## Work instructions
What lines in the material hold the string "fabs"? Copy out each of them.
──────────
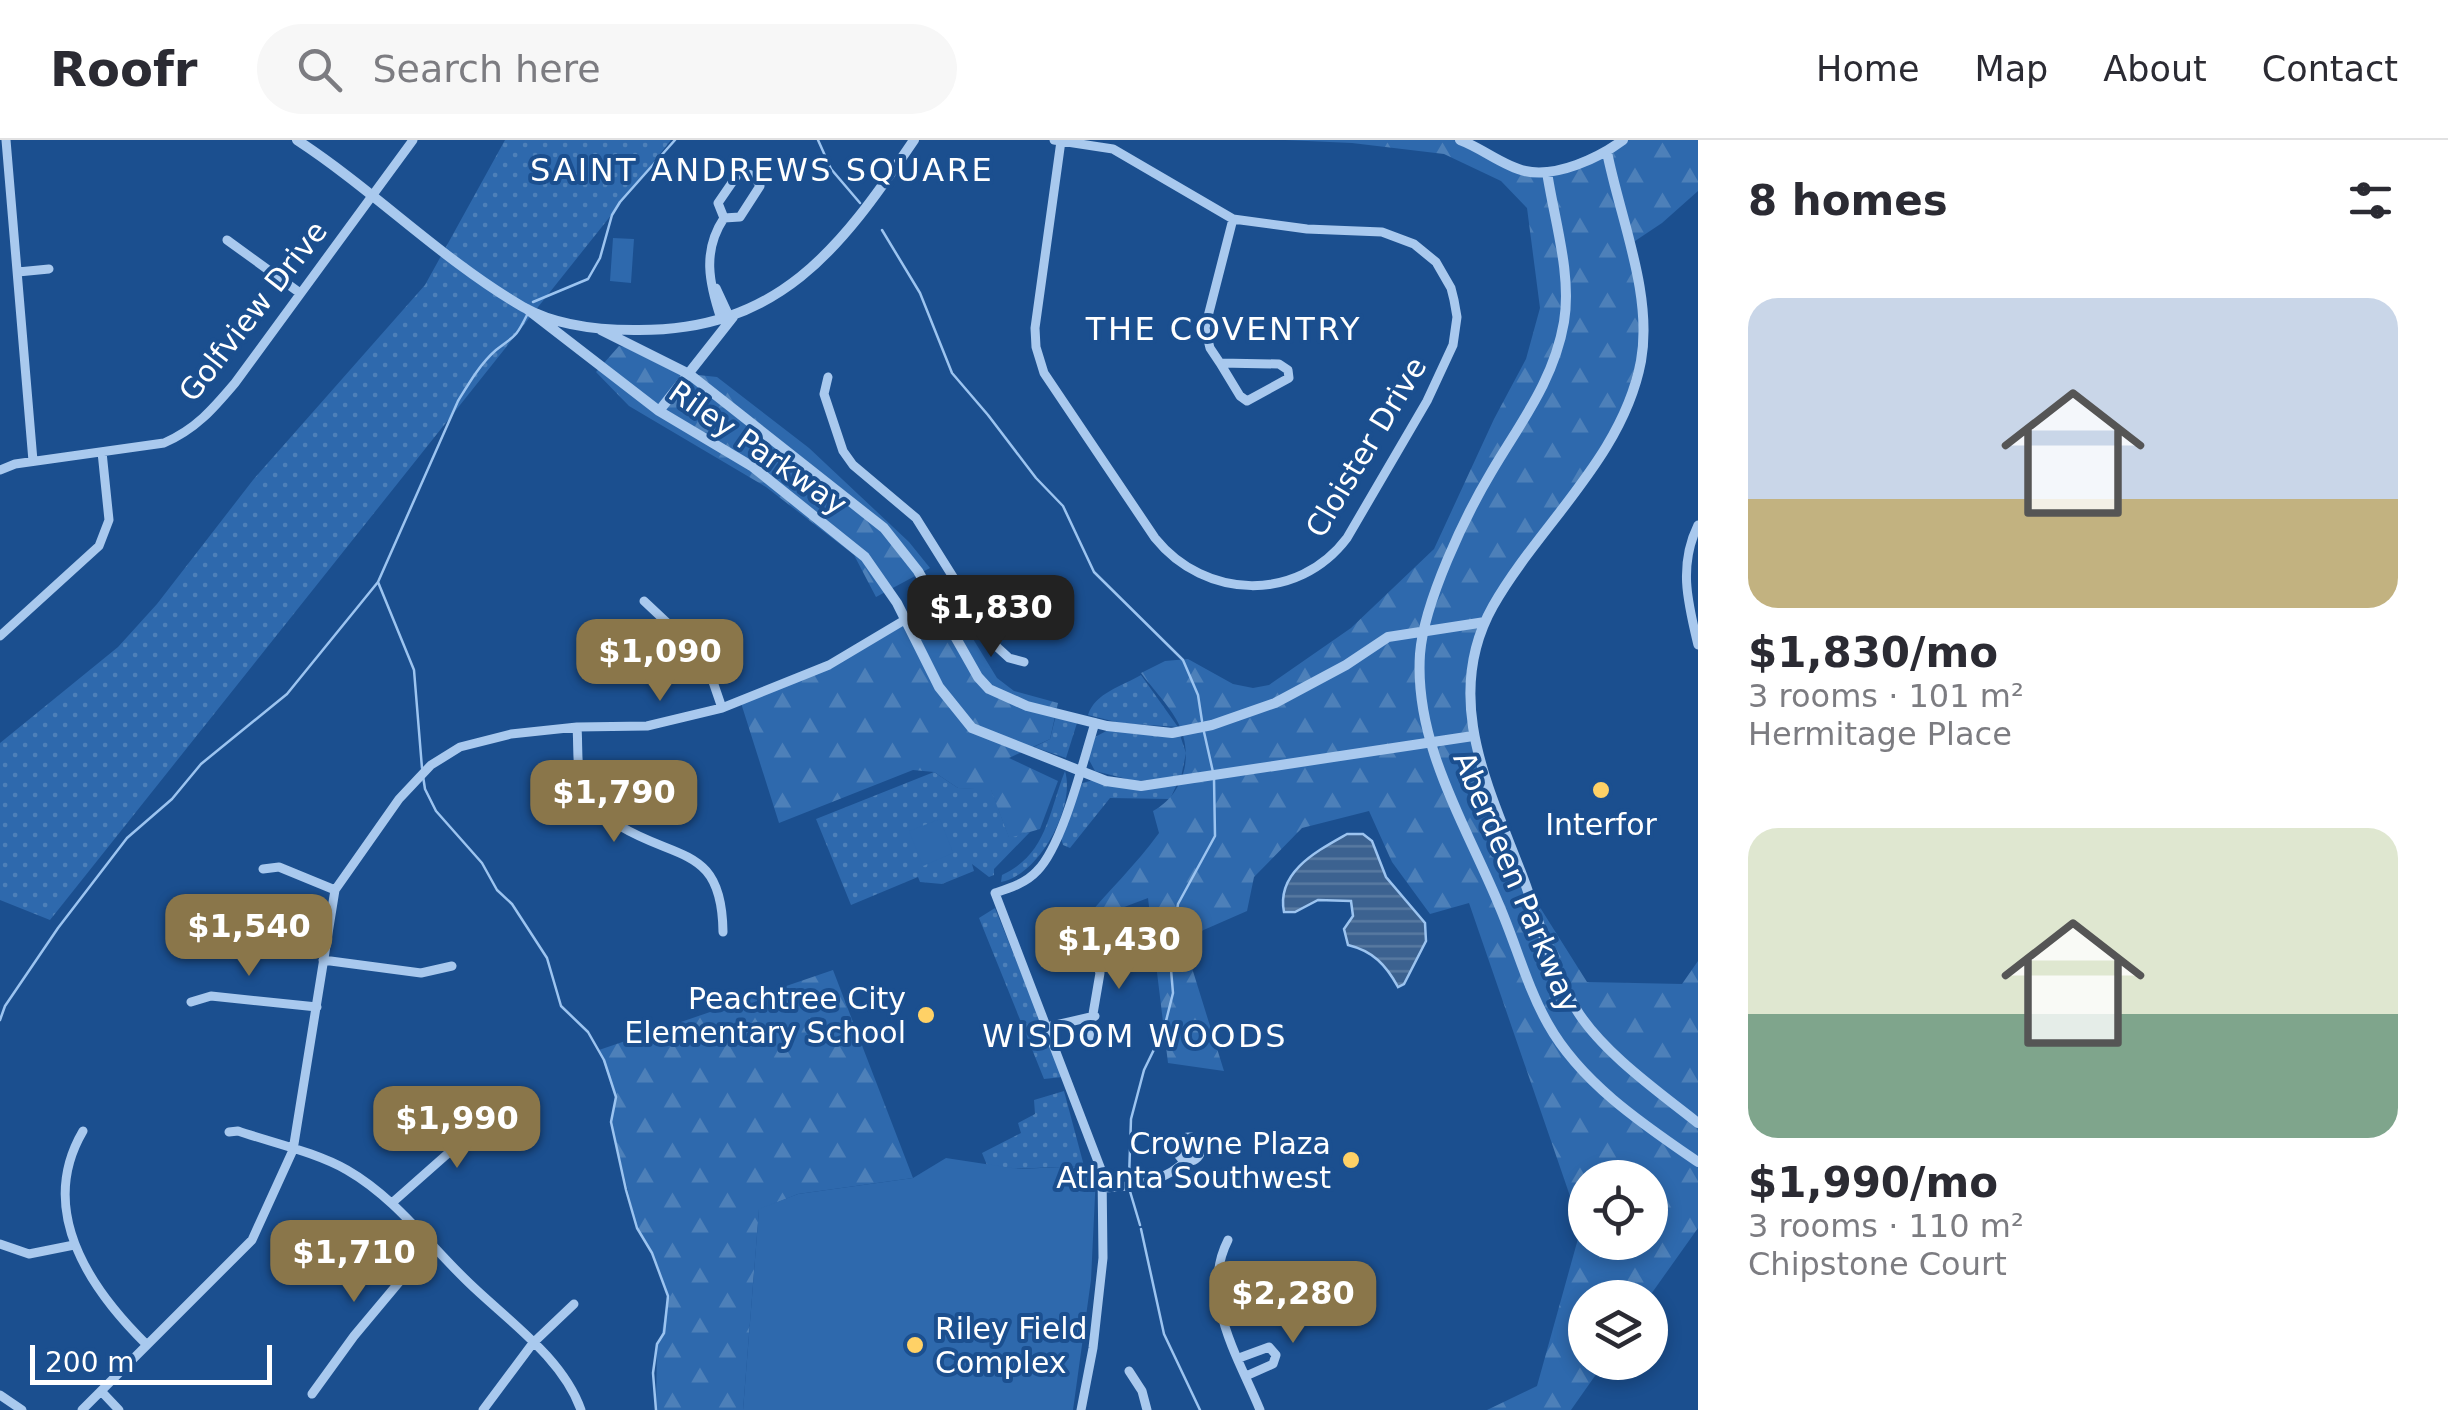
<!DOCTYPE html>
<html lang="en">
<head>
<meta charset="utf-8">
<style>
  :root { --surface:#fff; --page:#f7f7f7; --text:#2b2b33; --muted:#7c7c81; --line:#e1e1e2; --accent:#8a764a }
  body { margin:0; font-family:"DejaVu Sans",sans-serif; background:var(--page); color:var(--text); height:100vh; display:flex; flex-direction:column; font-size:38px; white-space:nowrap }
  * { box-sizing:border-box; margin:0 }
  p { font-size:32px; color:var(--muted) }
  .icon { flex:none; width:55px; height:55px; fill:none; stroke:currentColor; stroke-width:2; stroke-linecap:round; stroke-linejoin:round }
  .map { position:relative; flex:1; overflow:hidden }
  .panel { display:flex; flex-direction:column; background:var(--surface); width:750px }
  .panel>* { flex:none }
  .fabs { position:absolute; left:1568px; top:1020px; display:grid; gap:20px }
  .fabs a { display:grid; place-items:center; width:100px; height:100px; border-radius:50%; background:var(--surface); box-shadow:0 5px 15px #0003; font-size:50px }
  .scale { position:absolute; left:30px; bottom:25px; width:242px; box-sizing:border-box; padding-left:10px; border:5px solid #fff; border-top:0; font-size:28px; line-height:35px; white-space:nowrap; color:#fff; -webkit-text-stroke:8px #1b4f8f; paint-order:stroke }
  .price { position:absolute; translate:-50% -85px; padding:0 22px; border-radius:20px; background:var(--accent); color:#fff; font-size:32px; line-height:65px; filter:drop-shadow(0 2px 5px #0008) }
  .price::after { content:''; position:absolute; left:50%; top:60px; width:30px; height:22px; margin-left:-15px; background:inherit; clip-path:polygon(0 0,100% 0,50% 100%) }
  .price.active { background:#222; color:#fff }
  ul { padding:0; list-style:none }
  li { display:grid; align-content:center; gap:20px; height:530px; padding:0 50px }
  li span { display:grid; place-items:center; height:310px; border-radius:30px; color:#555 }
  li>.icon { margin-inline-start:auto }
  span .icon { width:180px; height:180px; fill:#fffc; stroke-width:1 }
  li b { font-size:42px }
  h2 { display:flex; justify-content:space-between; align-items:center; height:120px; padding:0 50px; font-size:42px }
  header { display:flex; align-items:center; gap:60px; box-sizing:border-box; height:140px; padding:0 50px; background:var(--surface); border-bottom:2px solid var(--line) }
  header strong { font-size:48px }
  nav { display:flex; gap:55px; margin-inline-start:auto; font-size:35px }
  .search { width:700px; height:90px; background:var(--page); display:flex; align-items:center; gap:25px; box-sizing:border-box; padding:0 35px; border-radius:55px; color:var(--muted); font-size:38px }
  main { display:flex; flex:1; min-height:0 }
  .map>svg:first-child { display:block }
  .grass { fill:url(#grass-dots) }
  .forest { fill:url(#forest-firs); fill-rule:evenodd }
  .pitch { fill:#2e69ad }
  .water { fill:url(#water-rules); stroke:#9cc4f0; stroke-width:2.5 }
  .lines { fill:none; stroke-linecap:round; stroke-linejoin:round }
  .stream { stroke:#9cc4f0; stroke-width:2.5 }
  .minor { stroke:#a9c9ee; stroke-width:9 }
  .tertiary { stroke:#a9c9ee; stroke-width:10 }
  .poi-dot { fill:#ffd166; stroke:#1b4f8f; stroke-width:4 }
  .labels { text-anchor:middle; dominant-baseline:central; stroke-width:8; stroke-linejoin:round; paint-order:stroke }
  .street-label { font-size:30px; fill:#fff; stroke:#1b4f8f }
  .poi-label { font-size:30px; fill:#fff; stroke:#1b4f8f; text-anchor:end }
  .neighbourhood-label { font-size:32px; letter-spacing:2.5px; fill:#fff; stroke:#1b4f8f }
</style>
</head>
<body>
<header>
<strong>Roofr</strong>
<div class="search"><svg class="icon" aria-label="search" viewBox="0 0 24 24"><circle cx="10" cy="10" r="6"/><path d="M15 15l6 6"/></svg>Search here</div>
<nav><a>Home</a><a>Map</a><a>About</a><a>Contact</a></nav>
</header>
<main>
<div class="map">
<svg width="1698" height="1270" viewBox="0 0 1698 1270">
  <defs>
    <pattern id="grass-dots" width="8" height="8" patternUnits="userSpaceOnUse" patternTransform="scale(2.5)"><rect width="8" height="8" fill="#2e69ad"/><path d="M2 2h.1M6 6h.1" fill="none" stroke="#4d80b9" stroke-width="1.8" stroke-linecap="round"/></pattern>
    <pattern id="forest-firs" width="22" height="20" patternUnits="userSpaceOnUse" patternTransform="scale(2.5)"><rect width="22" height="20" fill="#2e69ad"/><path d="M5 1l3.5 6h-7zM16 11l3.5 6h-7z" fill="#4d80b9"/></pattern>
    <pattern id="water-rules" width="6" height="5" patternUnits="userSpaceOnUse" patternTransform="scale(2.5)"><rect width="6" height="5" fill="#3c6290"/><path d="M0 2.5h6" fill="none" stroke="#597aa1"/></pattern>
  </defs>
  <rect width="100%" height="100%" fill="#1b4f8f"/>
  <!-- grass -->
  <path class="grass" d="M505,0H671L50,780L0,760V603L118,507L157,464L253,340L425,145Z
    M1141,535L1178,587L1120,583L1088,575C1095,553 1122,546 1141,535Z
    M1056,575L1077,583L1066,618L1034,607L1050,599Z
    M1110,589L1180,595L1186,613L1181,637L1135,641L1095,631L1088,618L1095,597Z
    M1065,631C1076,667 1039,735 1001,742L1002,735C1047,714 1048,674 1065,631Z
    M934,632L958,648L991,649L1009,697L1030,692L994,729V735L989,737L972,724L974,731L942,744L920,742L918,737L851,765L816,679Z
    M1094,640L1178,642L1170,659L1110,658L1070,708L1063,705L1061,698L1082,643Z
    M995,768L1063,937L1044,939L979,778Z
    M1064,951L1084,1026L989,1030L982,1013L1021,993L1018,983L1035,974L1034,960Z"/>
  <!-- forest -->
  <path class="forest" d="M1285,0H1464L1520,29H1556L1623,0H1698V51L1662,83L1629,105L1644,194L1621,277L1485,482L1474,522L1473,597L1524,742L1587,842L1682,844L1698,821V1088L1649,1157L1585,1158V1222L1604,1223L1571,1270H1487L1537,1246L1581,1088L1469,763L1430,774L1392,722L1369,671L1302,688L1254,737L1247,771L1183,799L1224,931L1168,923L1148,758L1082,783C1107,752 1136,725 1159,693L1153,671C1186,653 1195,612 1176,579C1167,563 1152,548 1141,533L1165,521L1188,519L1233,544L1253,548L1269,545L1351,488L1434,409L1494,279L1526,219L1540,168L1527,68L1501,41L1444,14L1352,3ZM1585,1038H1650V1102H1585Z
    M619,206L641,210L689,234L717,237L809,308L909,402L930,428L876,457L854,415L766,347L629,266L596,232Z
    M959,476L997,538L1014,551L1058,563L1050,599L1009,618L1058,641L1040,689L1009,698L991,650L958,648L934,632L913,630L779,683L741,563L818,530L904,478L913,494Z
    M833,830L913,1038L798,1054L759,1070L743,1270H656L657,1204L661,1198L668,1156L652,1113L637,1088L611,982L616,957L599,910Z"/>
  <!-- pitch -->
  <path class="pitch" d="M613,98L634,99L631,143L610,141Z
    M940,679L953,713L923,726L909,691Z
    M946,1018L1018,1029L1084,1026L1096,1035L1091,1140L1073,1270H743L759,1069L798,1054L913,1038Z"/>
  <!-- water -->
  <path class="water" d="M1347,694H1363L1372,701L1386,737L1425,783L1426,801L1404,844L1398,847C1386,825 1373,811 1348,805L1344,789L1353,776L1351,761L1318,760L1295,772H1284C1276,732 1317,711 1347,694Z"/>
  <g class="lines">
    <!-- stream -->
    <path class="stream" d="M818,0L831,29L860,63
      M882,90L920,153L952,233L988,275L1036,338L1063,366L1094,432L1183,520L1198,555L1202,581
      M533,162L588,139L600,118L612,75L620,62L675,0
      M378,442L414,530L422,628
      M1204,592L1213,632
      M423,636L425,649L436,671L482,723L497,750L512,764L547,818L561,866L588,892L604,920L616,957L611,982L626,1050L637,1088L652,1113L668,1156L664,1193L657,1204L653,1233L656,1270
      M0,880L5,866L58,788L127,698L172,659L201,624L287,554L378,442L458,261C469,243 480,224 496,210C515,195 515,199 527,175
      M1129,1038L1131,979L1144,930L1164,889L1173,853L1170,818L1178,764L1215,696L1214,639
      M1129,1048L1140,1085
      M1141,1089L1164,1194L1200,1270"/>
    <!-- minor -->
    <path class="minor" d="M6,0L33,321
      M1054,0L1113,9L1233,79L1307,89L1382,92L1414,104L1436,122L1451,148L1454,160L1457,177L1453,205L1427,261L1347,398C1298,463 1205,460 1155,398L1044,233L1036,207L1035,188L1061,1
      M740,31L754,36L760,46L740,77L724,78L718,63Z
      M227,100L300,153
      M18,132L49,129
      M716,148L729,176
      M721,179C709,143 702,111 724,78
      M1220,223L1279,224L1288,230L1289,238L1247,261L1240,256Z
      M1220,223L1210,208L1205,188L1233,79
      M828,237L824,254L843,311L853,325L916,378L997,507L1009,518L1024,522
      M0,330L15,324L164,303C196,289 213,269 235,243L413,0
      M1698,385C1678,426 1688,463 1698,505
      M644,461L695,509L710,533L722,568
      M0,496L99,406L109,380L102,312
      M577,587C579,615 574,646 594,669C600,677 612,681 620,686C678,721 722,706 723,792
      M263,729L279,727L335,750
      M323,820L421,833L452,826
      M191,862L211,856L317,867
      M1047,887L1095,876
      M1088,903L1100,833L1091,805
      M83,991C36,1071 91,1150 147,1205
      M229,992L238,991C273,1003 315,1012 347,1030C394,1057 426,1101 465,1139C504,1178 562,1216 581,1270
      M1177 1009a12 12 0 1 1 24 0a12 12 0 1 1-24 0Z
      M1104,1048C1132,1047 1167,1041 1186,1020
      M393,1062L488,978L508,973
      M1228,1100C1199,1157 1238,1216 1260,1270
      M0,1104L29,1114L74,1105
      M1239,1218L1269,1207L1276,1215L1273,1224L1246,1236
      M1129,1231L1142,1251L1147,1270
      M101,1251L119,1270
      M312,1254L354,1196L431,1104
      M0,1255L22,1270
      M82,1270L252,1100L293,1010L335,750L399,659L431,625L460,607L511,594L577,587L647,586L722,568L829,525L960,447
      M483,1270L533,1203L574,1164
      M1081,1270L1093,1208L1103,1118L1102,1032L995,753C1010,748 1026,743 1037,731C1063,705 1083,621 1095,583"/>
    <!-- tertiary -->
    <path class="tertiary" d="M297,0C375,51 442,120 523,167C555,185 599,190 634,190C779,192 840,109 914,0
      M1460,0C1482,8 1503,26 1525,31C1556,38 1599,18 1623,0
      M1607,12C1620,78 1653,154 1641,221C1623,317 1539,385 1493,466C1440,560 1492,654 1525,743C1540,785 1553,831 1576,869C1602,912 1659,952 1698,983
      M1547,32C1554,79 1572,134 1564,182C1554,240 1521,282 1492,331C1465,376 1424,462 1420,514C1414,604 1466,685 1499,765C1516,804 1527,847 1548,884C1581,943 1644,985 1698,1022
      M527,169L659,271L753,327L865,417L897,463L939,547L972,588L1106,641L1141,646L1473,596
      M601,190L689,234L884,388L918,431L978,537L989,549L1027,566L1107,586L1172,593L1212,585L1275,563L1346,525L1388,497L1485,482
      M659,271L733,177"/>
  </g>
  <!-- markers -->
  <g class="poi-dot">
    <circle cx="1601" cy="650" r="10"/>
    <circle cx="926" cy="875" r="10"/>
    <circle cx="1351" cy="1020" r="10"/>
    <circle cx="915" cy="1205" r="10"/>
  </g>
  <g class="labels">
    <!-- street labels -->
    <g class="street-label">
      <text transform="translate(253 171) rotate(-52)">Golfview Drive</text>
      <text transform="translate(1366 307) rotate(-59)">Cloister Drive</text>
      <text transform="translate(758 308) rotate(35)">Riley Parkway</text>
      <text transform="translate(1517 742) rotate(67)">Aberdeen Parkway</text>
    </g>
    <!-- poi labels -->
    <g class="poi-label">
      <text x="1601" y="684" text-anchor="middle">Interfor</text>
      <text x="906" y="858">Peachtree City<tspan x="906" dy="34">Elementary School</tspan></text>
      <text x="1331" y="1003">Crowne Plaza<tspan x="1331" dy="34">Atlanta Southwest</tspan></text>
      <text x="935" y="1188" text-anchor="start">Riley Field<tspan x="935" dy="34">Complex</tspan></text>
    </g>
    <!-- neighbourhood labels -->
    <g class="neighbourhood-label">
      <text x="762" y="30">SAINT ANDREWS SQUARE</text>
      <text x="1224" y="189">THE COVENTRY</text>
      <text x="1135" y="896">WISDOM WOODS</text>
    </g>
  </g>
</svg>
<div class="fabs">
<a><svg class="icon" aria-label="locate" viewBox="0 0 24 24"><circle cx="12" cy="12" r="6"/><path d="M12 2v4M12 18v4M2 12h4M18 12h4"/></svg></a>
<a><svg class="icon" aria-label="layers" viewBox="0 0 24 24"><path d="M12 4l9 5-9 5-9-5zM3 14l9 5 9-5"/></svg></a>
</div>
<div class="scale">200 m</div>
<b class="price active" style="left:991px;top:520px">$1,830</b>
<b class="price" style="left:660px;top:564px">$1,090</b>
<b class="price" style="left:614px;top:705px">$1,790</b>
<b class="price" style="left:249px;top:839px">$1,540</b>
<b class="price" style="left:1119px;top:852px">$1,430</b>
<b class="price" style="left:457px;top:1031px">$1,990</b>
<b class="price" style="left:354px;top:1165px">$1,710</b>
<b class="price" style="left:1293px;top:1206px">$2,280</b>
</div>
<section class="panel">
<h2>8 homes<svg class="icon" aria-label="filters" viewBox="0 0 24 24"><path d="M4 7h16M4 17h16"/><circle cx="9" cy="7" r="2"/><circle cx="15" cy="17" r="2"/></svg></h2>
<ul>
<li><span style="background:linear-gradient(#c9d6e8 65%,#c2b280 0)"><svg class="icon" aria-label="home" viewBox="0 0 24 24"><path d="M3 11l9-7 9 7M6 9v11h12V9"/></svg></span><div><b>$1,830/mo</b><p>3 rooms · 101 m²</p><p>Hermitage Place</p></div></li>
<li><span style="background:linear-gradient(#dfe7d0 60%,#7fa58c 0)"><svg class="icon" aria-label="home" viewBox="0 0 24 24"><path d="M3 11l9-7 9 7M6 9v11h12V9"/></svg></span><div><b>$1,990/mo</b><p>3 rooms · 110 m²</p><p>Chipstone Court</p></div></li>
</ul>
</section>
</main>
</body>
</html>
──────────
## Final answer
  .fabs { position:absolute; left:1568px; top:1020px; display:grid; gap:20px }
  .fabs a { display:grid; place-items:center; width:100px; height:100px; border-radius:50%; background:var(--surface); box-shadow:0 5px 15px #0003; font-size:50px }
<div class="fabs">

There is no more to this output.